Looks like you have found a good finish with the CA/BLO method. Develope  it and you'll likely not use much lacquer. I personally use catalyzed lacquers and conversion varnishes to finish my pens b/c I have them available and find them easier to use than CA finishes (I usually turn 5-10 pens at a time and finish them all at once using an airbrush). 

There are various articles and topics on using lacquer--- spraying or dipping. Use the search option and you'll get a LOT of info. Personally I've never even sprayed Deft on a pen since I have much more durable finishes available to me.


----------



## jeffj13 (Sep 15, 2006)

Samuel,

If you have a compressor, I would suggest buying an airbrush for spraying lacquer.  I started spraying lacquer with a rattle can, but I got tired of wasting lacquer because of the overspray.

I found I had more control, got better results and wasted less material with an airbrush.

Since money appears to be an issue for you (as it is for me, you can typically pick one up on sale at Harbor Freight for around $6.00.

jeff


----------



## samuel07 (Sep 15, 2006)

jeffj13

Are you refering to an artists type airbrush? I have a Badger model 150 and a small compressor. (I think that is right?)


----------



## alamocdc (Sep 16, 2006)

Samuel, your Badger should work just fine. My Pasche brushes do.


----------



## Blind_Squirrel (Sep 16, 2006)

> _Originally posted by RussFairfield_
> <br />The hardest finish we can put on a pen, short of dipping it an acrylic, is Enduro; and Enduro is a waterborne Polyurethane. There is no comparison between Enduro and the MinWax Polycrylic.



Russ, 

Is Enduro harder than CA?


----------



## RussFairfield (Sep 16, 2006)

Enduro was harder than CA for me.


----------



## mijanderson (Sep 18, 2006)

I have used Minwax Polycrylic on several pens.  I apply it with a foam brush and use a hair dryer between coats.  I usually run the lathe at 2200 rpm when applying the finish.  The finish usually reaches its final hardness after 3-5 days at room temp.  I am a coatings chemist.  Based on my formulating experience, acrylic latex coatings (Polycrylic) can be as hard if not harder than a solvent borne coating.  It really depends on the glass transition temperature of the resins used in the formulation.


----------



## Thumbs (Sep 19, 2006)

Thanks, Jim.  I might just have to try some Minwax, too.  It seems to be a good deal cheaper than Enduro.[]


----------



## Mike_in_CA (Sep 25, 2006)

Hi Samuel, you've gotten plenty of good advice on final finishes. So I'll try not to be redundant. You want to get rid of what you have which I certainly understand.
As far as the raw blank is concerned, there's a ton you can do with "plane" wood. For the Cherry and lighter wood, like Maple, you may have lying around, try something like the Behlens alchohol based dyes. There's a bunch of color tones available. You can use right from the bottle, or delute. 

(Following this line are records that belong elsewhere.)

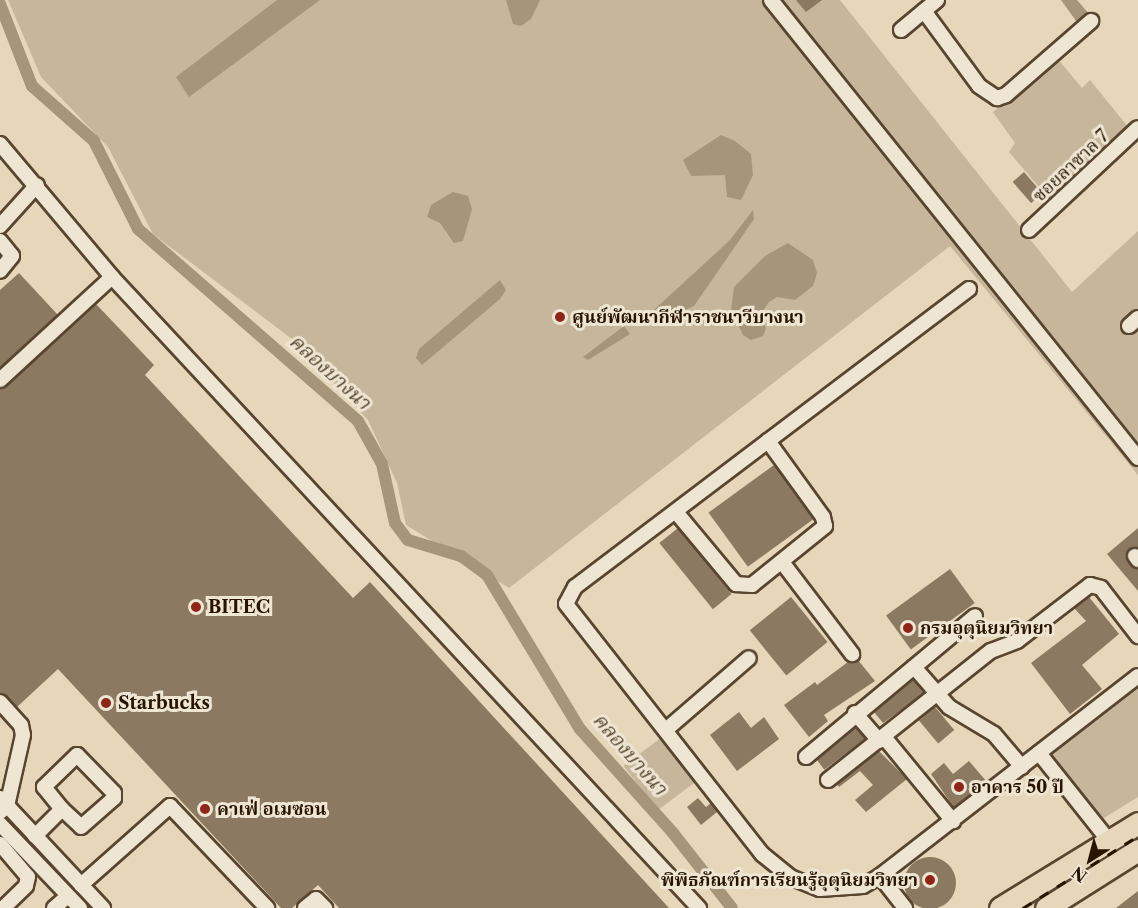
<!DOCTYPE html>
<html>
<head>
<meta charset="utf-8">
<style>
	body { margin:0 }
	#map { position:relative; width:1138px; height:908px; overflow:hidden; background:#e6d7bb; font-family:"Libre Caslon Text","Noto Serif Thai",serif }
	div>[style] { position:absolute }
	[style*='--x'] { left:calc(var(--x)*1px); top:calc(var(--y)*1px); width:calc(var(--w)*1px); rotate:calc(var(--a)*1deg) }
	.green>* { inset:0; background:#c6b69b; transform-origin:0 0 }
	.water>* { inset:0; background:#a5957b }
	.canal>* { height:12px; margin:-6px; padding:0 6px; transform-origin:6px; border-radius:6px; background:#a5957b }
	.building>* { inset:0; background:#8b7961; transform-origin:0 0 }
	.round { border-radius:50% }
	.roads { filter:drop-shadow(2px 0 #58452f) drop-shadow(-2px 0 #58452f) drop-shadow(0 2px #58452f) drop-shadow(0 -2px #58452f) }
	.minor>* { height:14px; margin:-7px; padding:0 7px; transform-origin:7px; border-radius:7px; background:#efe5d3 }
	.highway>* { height:21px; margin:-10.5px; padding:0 10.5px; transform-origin:10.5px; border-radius:10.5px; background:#e6d7bb }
	.rail>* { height:3px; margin-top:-1.5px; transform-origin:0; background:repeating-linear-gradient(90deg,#281400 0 10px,transparent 0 20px) }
	.dots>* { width:16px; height:16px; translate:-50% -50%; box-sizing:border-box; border:3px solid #efe5d3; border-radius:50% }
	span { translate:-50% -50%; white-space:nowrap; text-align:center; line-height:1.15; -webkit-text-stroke:6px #efe5d3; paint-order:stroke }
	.street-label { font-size:18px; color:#281400 }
	.poi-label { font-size:18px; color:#281400; font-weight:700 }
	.left { translate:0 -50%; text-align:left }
	.right { translate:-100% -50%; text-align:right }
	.water-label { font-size:20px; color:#5a4831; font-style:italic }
	.north { position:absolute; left:1060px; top:830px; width:60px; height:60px; -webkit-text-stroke:4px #efe5d3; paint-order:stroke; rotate:216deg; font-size:16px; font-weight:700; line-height:24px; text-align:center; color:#281400 }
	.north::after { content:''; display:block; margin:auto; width:21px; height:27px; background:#281400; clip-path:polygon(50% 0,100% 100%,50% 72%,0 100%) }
</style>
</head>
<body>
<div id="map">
	<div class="green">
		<i style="clip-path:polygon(8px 0,840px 0,1072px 292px,1138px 231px,1138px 475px,950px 246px,509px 588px,406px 525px,397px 483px,368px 420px,296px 342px,153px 234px,108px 147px,41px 77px)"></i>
		<i style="clip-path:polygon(1057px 58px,1082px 88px,1090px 80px,1129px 128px,1052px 202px,1009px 152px,1015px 143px,993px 112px)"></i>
		<i style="clip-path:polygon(1138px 682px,1138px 797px,1099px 821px,1047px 754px)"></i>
		<i style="left:666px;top:734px;width:56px;height:53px;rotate:53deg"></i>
	</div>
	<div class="water">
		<i style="clip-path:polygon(277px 0,320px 0,189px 97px,176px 77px)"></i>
		<i style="clip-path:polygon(506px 0,540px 0,531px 19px,521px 26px,513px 24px)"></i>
		<i style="clip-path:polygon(1061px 0,1077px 0,1090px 15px,1079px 25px)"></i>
		<i style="clip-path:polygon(721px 135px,735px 141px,751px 154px,753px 175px,741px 200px,727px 197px,725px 175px,691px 176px,683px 160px)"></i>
		<i style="clip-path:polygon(453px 192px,468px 196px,472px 209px,463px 241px,454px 243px,440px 223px,427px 217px,431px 205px)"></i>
		<i style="clip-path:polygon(753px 210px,754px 219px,694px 306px,663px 320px,649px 324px,643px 320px,730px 240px)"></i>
		<i style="clip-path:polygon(788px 243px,813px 260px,817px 273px,813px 286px,795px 300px,777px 297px,769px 302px,760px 315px,766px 328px,763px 336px,751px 340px,743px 335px,731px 310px,734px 287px,765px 256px)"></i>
		<i style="clip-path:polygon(500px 280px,506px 290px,500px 299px,422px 365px,416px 358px,419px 349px)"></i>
		<i style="clip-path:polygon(624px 326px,630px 334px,588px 360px,583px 357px)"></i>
	</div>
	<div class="canal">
		<i style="--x:0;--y:4;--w:88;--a:68.7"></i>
		<i style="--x:32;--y:86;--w:83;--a:41.6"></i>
		<i style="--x:94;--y:141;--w:98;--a:63.4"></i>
		<i style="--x:138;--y:229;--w:292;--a:41.1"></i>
		<i style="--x:358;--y:421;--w:49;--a:60.8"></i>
		<i style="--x:382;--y:464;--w:60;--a:77.6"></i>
		<i style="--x:395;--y:523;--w:21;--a:53"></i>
		<i style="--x:408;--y:540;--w:55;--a:16.8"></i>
		<i style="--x:461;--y:556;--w:32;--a:36"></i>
		<i style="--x:487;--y:575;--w:180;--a:58.9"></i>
		<i style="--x:580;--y:729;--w:140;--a:48.2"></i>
		<i style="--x:673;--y:833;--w:95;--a:51.8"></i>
	</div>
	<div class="building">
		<i style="clip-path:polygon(796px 0,822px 0,806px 12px)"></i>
		<i style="left:1024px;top:172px;width:28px;height:15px;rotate:49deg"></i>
		<i style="clip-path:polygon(19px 273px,58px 315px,0 368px,0 290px)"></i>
		<i style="clip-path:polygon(96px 304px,154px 365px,145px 375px,353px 598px,370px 582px,669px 908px,339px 908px,318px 885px,292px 908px,281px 908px,58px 669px,17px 707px,0 693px,0 389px)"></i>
		<i style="left:774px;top:465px;width:67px;height:81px;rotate:54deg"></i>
		<i style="left:678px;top:528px;width:85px;height:24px;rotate:51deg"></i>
		<i style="clip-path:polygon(1138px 528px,1138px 548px,1130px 549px,1126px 556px,1138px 569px,1138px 591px,1107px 554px)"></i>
		<i style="left:950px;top:569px;width:42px;height:79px;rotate:54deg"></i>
		<i style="left:791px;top:597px;width:58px;height:53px;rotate:51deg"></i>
		<i style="clip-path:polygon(1089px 597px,1119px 634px,1082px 665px,1102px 689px,1070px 714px,1031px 663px,1086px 621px,1074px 608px)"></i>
		<i style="clip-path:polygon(858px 660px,875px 681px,824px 715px,828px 721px,809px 737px,784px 705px,815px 682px,817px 685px,848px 662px)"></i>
		<i style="clip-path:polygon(913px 679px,924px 693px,883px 723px,874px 712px)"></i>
		<i style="left:935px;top:707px;width:30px;height:21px;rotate:50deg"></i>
		<i style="clip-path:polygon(739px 712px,751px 728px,764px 717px,779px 739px,737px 771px,710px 735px)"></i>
		<i style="left:856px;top:727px;width:15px;height:51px;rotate:53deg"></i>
		<i style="clip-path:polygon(879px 751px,907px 779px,866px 812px,855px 800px,873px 785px,860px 771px,839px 787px,837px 784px)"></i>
		<i style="clip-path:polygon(969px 761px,987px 782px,954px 808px,931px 774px,944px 763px,953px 774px)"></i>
		<i style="clip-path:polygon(698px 798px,706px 807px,711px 803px,717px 812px,701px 825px,687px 807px)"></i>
		<i class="round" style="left:904px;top:857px;width:52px;height:52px"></i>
		<i style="clip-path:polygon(1138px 891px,1138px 908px,1116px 908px)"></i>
	</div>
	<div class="roads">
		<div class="minor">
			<i style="--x:771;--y:0;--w:587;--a:51.29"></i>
			<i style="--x:924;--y:11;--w:93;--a:53.7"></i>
			<i style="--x:979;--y:86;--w:22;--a:34"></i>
			<i style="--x:997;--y:98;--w:9;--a:-18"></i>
			<i style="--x:1006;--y:95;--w:113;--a:-41"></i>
			<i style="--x:901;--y:30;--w:47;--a:-39.8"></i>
			<i style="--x:0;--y:144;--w:174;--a:49.9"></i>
			<i style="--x:112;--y:277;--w:862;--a:47.07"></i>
			<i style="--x:0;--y:226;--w:55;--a:-47.9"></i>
			<i style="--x:1029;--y:230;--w:149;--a:-43.1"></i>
			<i style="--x:0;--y:241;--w:19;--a:51"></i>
			<i style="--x:12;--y:256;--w:19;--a:129"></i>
			<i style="--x:969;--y:289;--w:494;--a:142.9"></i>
			<i style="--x:575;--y:587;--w:19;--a:118"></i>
			<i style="--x:566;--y:604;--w:318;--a:51.9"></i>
			<i style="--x:762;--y:854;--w:36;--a:39"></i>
			<i style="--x:790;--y:877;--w:32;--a:22"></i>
			<i style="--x:820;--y:889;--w:43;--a:-4"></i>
			<i style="--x:863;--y:886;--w:20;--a:-30"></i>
			<i style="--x:880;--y:876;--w:326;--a:-37.8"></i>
			<i style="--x:1129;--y:326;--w:12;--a:-42"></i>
			<i style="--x:0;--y:380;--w:152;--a:-42.6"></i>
			<i style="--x:676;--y:512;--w:94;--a:50.2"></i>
			<i style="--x:736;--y:584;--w:16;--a:4"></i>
			<i style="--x:752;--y:585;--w:94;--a:-38.9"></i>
			<i style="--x:825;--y:526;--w:9;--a:-103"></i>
			<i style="--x:823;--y:517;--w:94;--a:-125.9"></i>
			<i style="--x:1135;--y:556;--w:5;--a:53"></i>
			<i style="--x:782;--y:562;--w:116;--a:52.7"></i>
			<i style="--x:914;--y:667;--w:53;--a:48.8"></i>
			<i style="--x:949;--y:707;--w:52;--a:31"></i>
			<i style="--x:994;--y:734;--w:43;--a:49.7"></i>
			<i style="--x:0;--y:702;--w:31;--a:48"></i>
			<i style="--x:21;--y:725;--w:10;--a:79"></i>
			<i style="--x:23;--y:735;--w:73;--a:102.7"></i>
			<i style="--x:7;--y:806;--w:9;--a:139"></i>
			<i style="--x:855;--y:713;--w:37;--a:49"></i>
			<i style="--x:667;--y:729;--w:108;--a:-40.9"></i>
			<i style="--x:884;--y:737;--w:109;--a:50.6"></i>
			<i style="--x:1039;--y:753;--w:112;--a:51.5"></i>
			<i style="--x:806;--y:757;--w:220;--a:-39.8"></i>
			<i style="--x:828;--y:780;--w:208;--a:-38.4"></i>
			<i style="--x:991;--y:651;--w:28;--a:-21"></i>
			<i style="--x:1017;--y:641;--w:92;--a:-37.5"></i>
			<i style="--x:1090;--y:585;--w:11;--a:15"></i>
			<i style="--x:1101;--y:588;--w:61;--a:52.4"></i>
			<i style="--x:0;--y:798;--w:151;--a:46.9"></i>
			<i style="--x:0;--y:824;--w:116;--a:46.4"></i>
			<i style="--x:35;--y:836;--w:38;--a:-45"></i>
			<i style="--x:62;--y:809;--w:26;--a:43"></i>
			<i style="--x:81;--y:827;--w:44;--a:-41.3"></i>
			<i style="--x:114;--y:798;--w:5;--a:-90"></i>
			<i style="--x:114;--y:793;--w:53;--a:-134.2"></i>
			<i style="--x:77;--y:755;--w:46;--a:135.9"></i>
			<i style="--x:44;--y:787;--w:28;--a:51"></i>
			<i style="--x:0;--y:844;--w:43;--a:49.7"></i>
			<i style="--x:28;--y:877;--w:9;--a:103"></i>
			<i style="--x:26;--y:886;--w:32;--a:136"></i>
			<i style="--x:880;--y:876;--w:41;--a:52"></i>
			<i style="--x:81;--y:885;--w:119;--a:-41.6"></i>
			<i style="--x:170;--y:806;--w:141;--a:46.4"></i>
			<i style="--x:54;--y:908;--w:18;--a:-41"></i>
			<i style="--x:305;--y:908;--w:14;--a:-39"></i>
			<i style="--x:316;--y:899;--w:13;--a:45"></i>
		</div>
		<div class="highway">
			<i style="--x:1000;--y:908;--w:162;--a:-31.6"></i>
			<i style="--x:1046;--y:908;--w:109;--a:-32.2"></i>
		</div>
	</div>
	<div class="rail">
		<i style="--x:1023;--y:908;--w:136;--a:-32.1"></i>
	</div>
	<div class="dots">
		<i style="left:560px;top:317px;background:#8f2418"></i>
		<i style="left:196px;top:607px;background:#8f2418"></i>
		<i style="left:908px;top:628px;background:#8f2418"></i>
		<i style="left:106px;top:703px;background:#8f2418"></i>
		<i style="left:959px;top:787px;background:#8f2418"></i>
		<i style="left:205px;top:809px;background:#8f2418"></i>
		<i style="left:930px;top:880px;background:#8f2418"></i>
	</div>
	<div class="street-label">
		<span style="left:1071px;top:166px;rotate:-43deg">ซอยลาซาล 7</span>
	</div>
	<div class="poi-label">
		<span class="left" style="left:572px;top:317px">ศูนย์พัฒนากีฬาราชนาวีบางนา</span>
		<span class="left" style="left:208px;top:607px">BITEC</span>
		<span class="left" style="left:920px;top:628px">กรมอุตุนิยมวิทยา</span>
		<span class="left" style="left:118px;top:703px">Starbucks</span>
		<span class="left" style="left:971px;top:787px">อาคาร 50 ปี</span>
		<span class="left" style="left:217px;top:809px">คาเฟ่ อเมซอน</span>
		<span class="right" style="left:918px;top:880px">พิพิธภัณฑ์การเรียนรู้อุตุนิยมวิทยา</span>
	</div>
	<div class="water-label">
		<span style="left:330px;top:372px;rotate:42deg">คลองบางนา</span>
		<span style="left:630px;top:754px;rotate:49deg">คลองบางนา</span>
	</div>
	<div class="north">N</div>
</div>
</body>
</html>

A friend thought he was doing me a favor and gave me a lot of wood, long pieces in pen blank sizes. To make the pens a bit more interesting, after sanding, I dyed the blank with different dyes. Then did final sanding, then a clear gloss finish.
The grain, what there was of it, did come out which made the color and wood a little bit more interesting. But not fantastic. Is it better than a clear finish? That's strictly subjective. It just adds some variety.
Good Luck, Mike


----------